Analyzing the Data#
Now for the fun to start! Let’s create our first analysis script. Create a new file in the analysis
folder called noise_stats.py
. Copy and paste the following code into the file.
1# import packages
2import pandas as pd
3from thot import ThotProject
4
5# initialize thot project
6db = ThotProject()
7
8# get noise data from asset
9noise_data = db.find_asset( { 'type': 'noise-data' } )
10
11# import noise data into a pandas data frame
12df = pd.read_csv( noise_data.file, header = 0, index_col = 0, names = [ 'trial', 'volume' ] )
13
14# compute statistics
15stats = df.describe()
16
17# create a new asset for the statistics
18stats_properties = {
19 'name': 'Noise Statistics',
20 'type': 'noise-stats',
21 'file': 'noise-stats.csv'
22}
23
24stats_path = db.add_asset( stats_properties, 'noise_stats' )
25
26# export the statistics to the new asset
27stats.to_csv( stats_path )
Let’s go through and break down what each chunk of code is doing.
lines 2-3: Import the packages we’re goin to use, namely Pandas and Thot. In this case we only need to use a small part: ThotProject.
line 6: Initialize the Thot project, giving us access to all the data stored within it.
line 9: Find the Noise Data Asset we made for each batch by search for Assets who have a
type
of ‘noise-data’.line 12: Load the noise data into a Pandas DataFrame.
line 15: Compute statistics on the noise data.
lines 18-24: Create a new Asset to store the noise statistics in. Notice that the
stats_properties
dictionary we pass in mimics exactly the structure of the_asset.json
files we created earlier.db.add_asset()
accepts as its second argument an_id
for the new Asset.line 27: Saves the statistics to the new Asset.
Now we need to tell Thot which Containers to run this script from. This is done by creating Script Associations.

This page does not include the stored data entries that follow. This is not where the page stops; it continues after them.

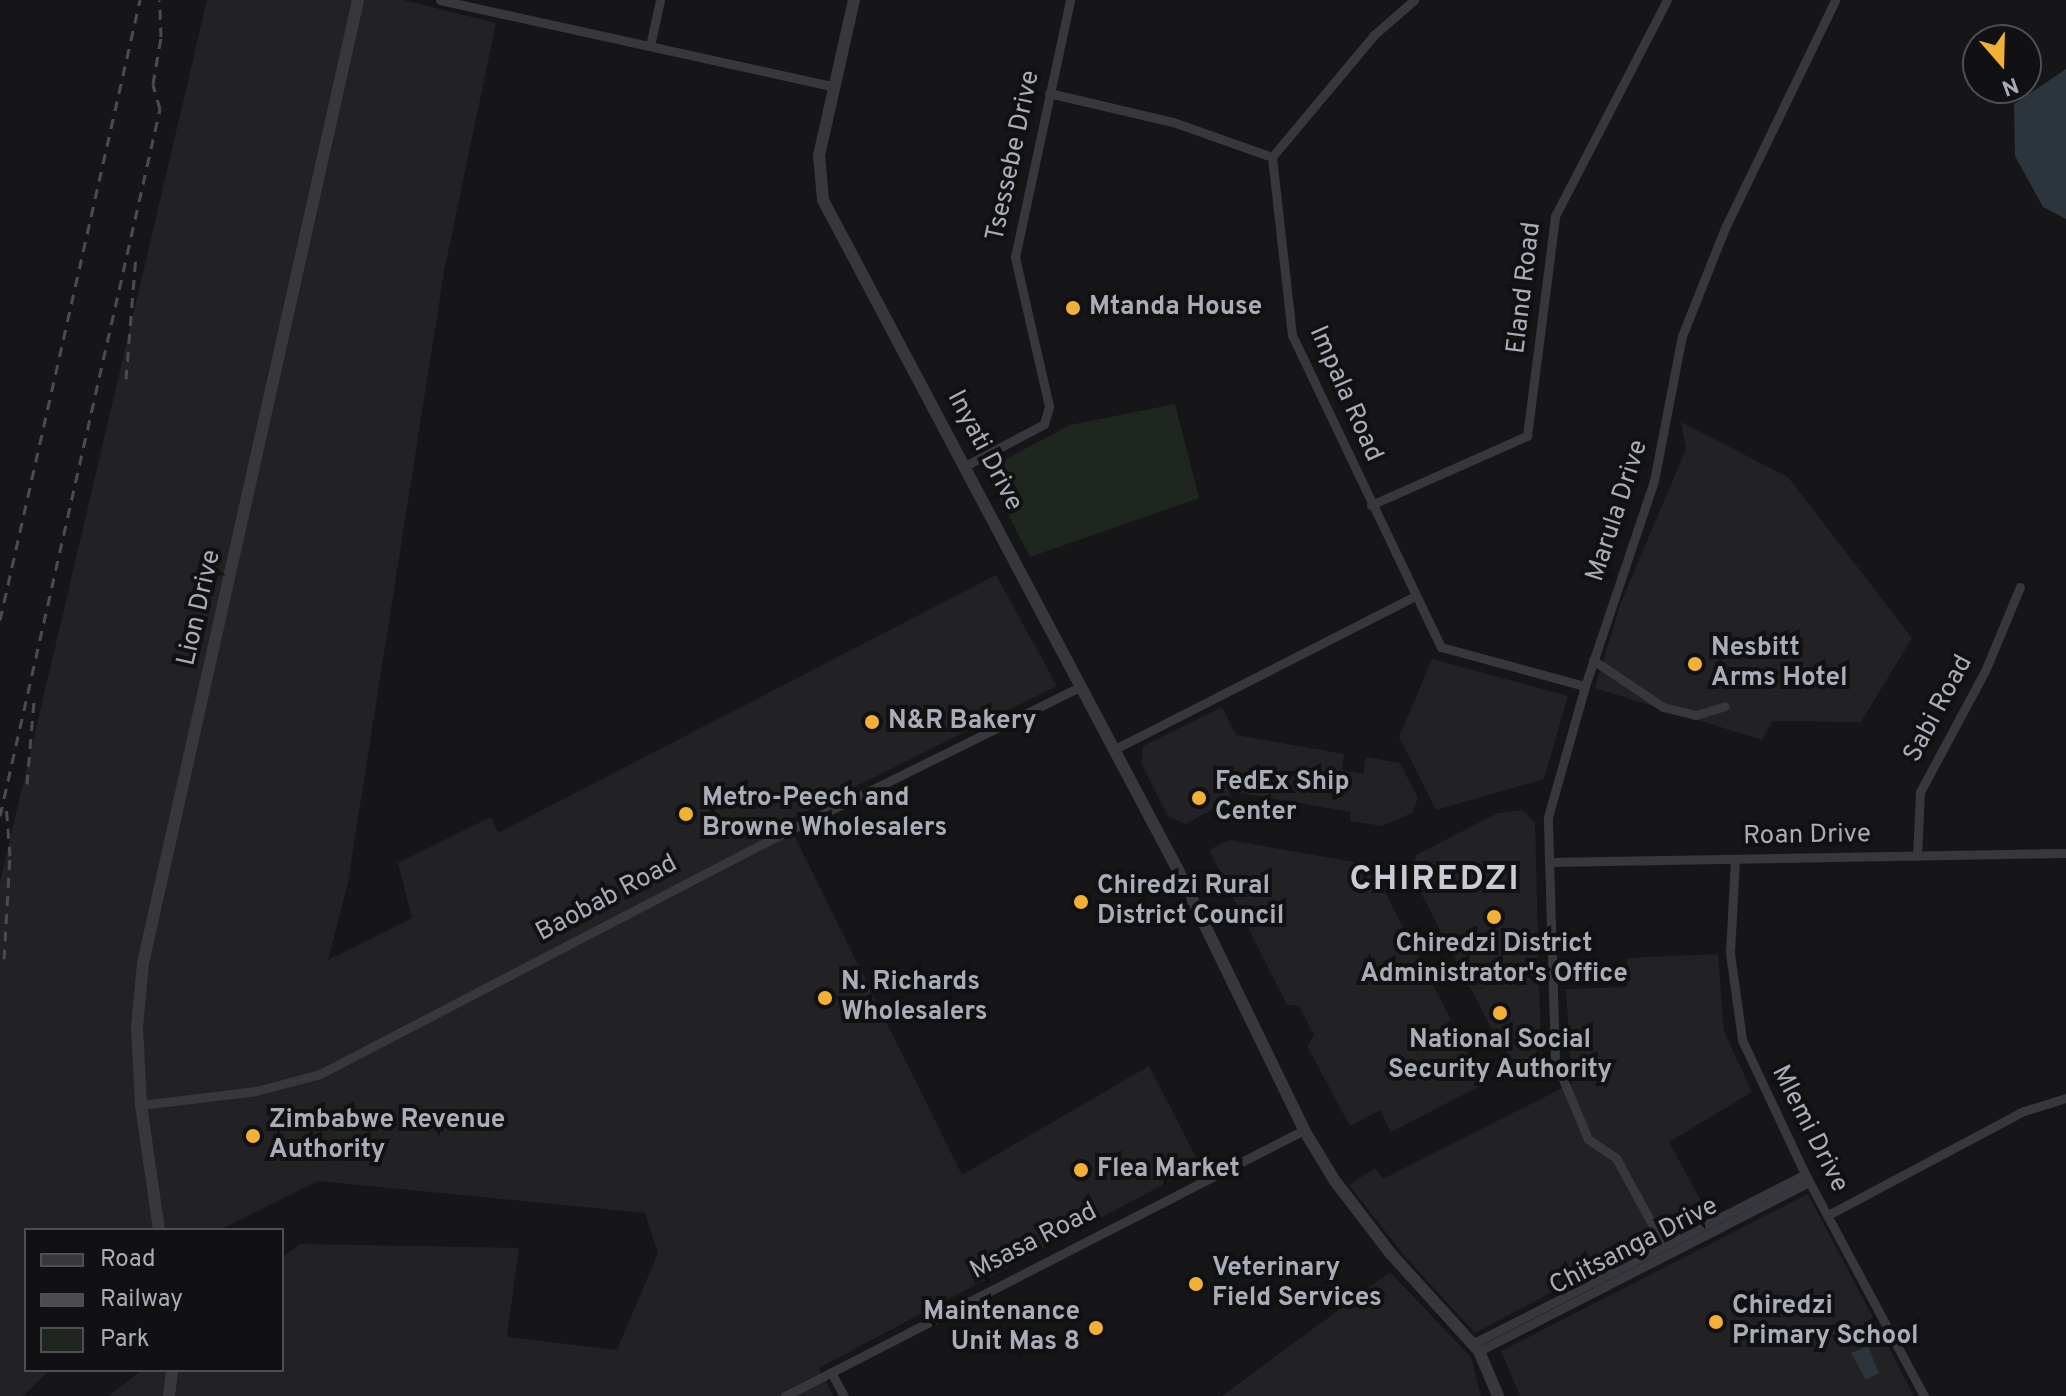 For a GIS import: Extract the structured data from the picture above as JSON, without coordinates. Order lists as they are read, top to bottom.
{
  "streets": {
    "street": [
      "Tsessebe Drive",
      "Eland Road",
      "Impala Road",
      "Inyati Drive",
      "Marula Drive",
      "Lion Drive",
      "Sabi Road",
      "Roan Drive",
      "Baobab Road",
      "Mlemi Drive",
      "Msasa Road",
      "Chitsanga Drive"
    ]
  },
  "crossings": [
    ["Tsessebe Drive", "Inyati Drive"],
    ["Eland Road", "Impala Road"],
    ["Impala Road", "Marula Drive"],
    ["Inyati Drive", "Baobab Road"],
    ["Inyati Drive", "Msasa Road"],
    ["Inyati Drive", "Chitsanga Drive"],
    ["Marula Drive", "Roan Drive"],
    ["Lion Drive", "Baobab Road"],
    ["Sabi Road", "Roan Drive"],
    ["Roan Drive", "Mlemi Drive"],
    ["Mlemi Drive", "Chitsanga Drive"]
  ],
  "districts": ["CHIREDZI"],
  "places": [
    "Mtanda House",
    "Nesbitt Arms Hotel",
    "N&R Bakery",
    "FedEx Ship Center",
    "Metro-Peech and Browne Wholesalers",
    "Chiredzi Rural District Council",
    "Chiredzi District Administrator's Office",
    "N. Richards Wholesalers",
    "National Social Security Authority",
    "Zimbabwe Revenue Authority",
    "Flea Market",
    "Veterinary Field Services",
    "Chiredzi Primary School",
    "Maintenance Unit Mas 8"
  ],
  "legend": ["Road", "Railway", "Park"],
  "north": "bottom"
} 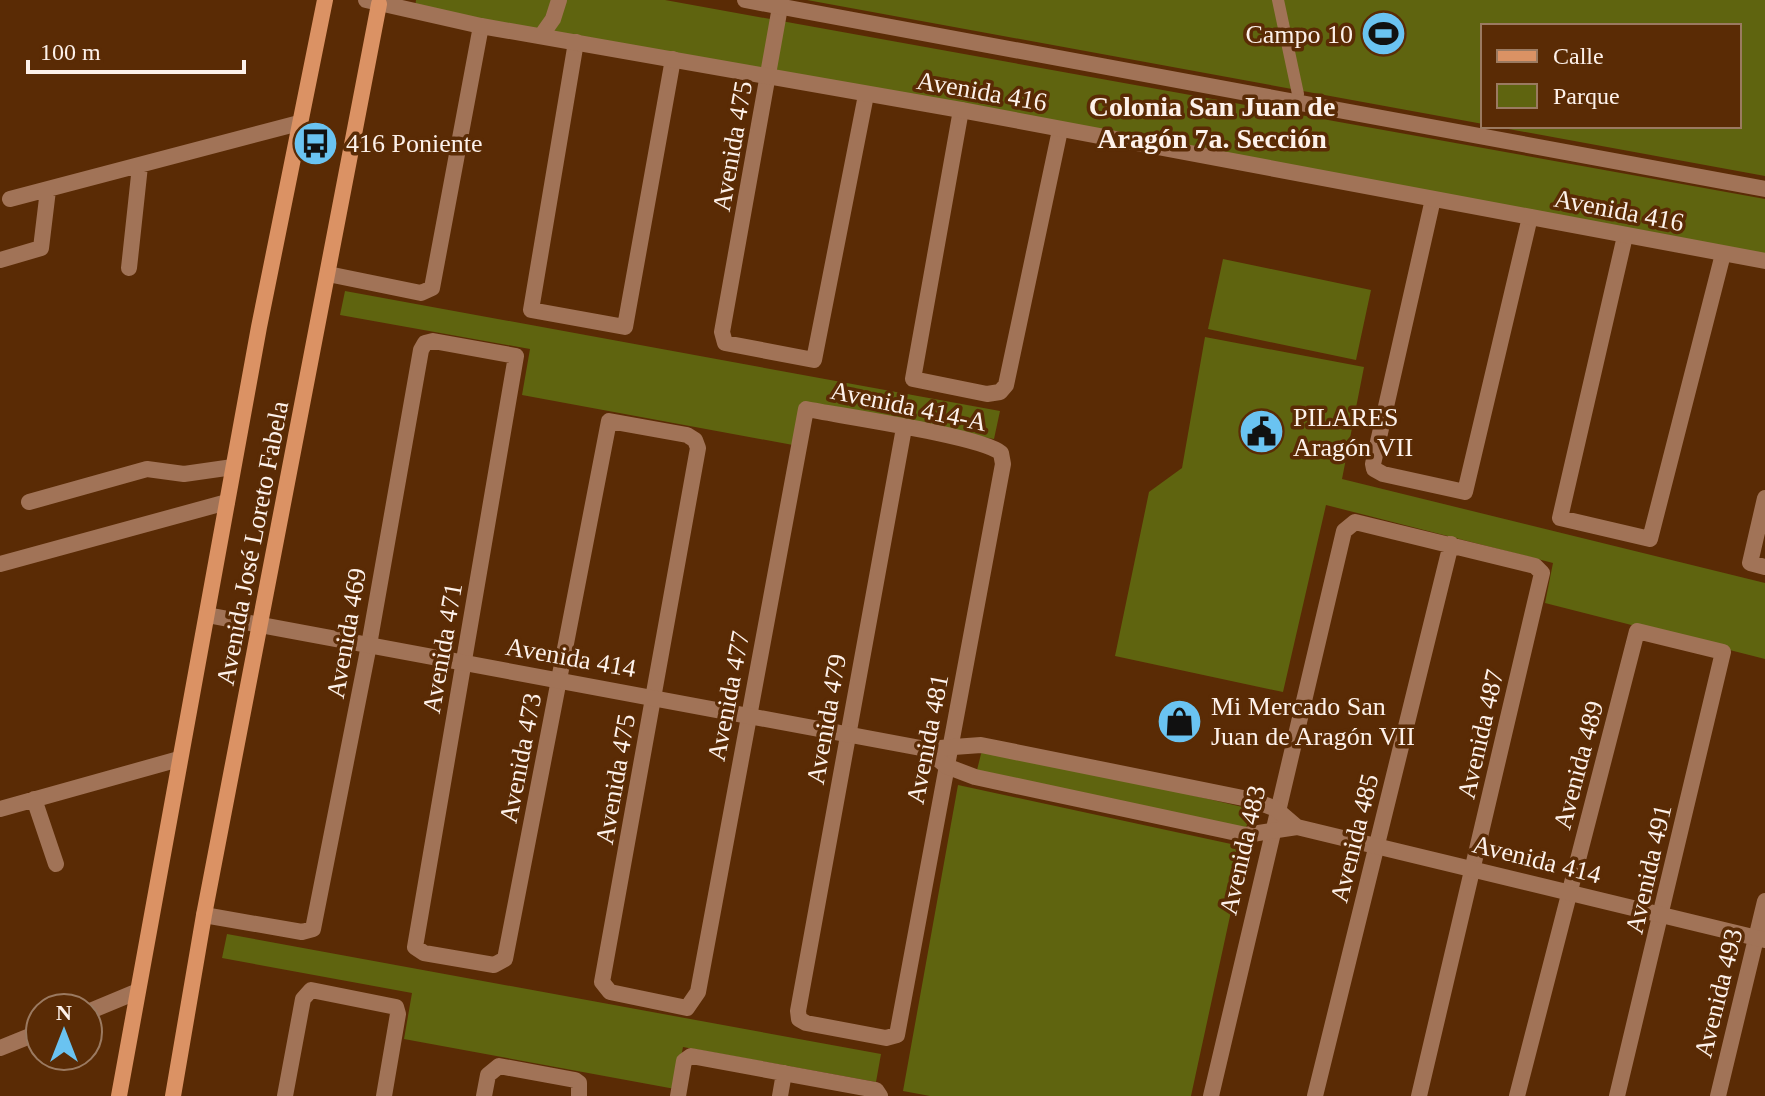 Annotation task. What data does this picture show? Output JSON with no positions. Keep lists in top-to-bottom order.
{
  "streets": {
    "main road": ["Avenida José Loreto Fabela"],
    "street": [
      "Avenida 416",
      "Avenida 475",
      "Avenida 414-A",
      "Avenida 469",
      "Avenida 471",
      "Avenida 414",
      "Avenida 477",
      "Avenida 479",
      "Avenida 487",
      "Avenida 481",
      "Avenida 473",
      "Avenida 489",
      "Avenida 485",
      "Avenida 483",
      "Avenida 491",
      "Avenida 493"
    ]
  },
  "crossings": [
    ["Avenida 416", "Avenida 475"],
    ["Avenida 416", "Avenida 414-A"],
    ["Avenida 416", "Avenida José Loreto Fabela"],
    ["Avenida 475", "Avenida 414-A"],
    ["Avenida 475", "Avenida 414"],
    ["Avenida 475", "Avenida 477"],
    ["Avenida 475", "Avenida 473"],
    ["Avenida 414-A", "Avenida 477"],
    ["Avenida 414-A", "Avenida 479"],
    ["Avenida 414-A", "Avenida 481"],
    ["Avenida José Loreto Fabela", "Avenida 469"],
    ["Avenida José Loreto Fabela", "Avenida 414"],
    ["Avenida 469", "Avenida 471"],
    ["Avenida 469", "Avenida 414"],
    ["Avenida 471", "Avenida 414"],
    ["Avenida 471", "Avenida 473"],
    ["Avenida 414", "Avenida 477"],
    ["Avenida 414", "Avenida 479"],
    ["Avenida 414", "Avenida 487"],
    ["Avenida 414", "Avenida 481"],
    ["Avenida 414", "Avenida 473"],
    ["Avenida 414", "Avenida 489"],
    ["Avenida 414", "Avenida 485"],
    ["Avenida 414", "Avenida 483"],
    ["Avenida 414", "Avenida 491"],
    ["Avenida 414", "Avenida 493"],
    ["Avenida 479", "Avenida 481"],
    ["Avenida 487", "Avenida 485"],
    ["Avenida 487", "Avenida 483"],
    ["Avenida 489", "Avenida 491"],
    ["Avenida 485", "Avenida 483"]
  ],
  "districts": ["Colonia San Juan de Aragón 7a. Sección"],
  "places": {
    "sports": ["Campo 10"],
    "bus stop": ["416 Poniente"],
    "public building": ["PILARES Aragón VII"],
    "shop": ["Mi Mercado San Juan de Aragón VII"]
  },
  "legend": ["Calle", "Parque"],
  "scale_bar": "100 m",
  "north": "top"
} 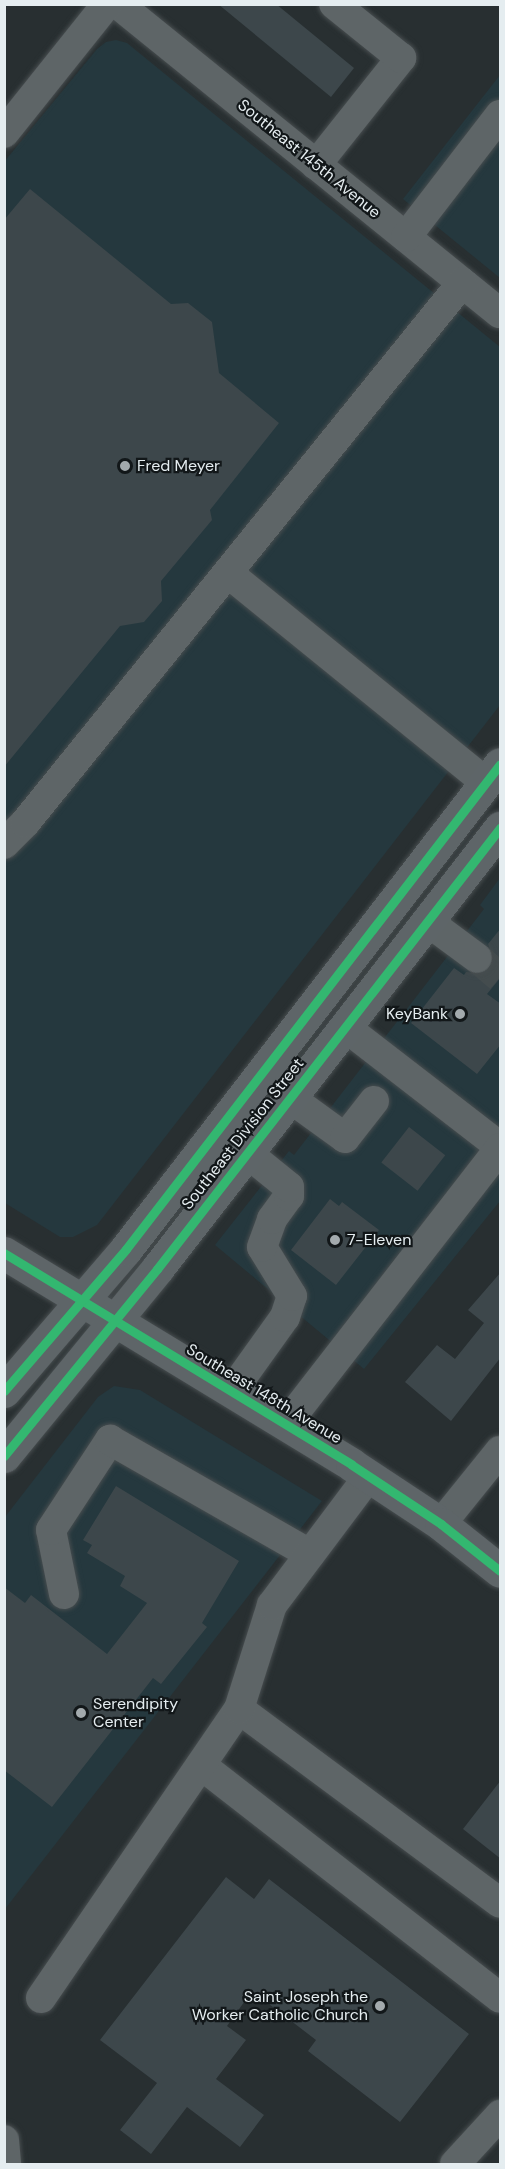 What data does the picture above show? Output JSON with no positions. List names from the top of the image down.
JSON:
{
  "streets": {
    "main road": ["Southeast Division Street", "Southeast 148th Avenue"],
    "street": ["Southeast 145th Avenue"]
  },
  "crossings": [
    ["Southeast Division Street", "Southeast 148th Avenue"]
  ],
  "places": [
    "Fred Meyer",
    "KeyBank",
    "7-Eleven",
    "Serendipity Center",
    "Saint Joseph the Worker Catholic Church"
  ]
}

Again, we’ll see how to add Script Associations from both the Project and File Tree views.
From the Project view right click on Recipe A
> Batch 1
and select Edit Scripts. This open the Script Associations dialog. Click the Add Script button at the top of the dialog and select the noise_stats.py
Script we just created. We can ensure the Script Association was created successfully by changing the preview from Assets to Scripts.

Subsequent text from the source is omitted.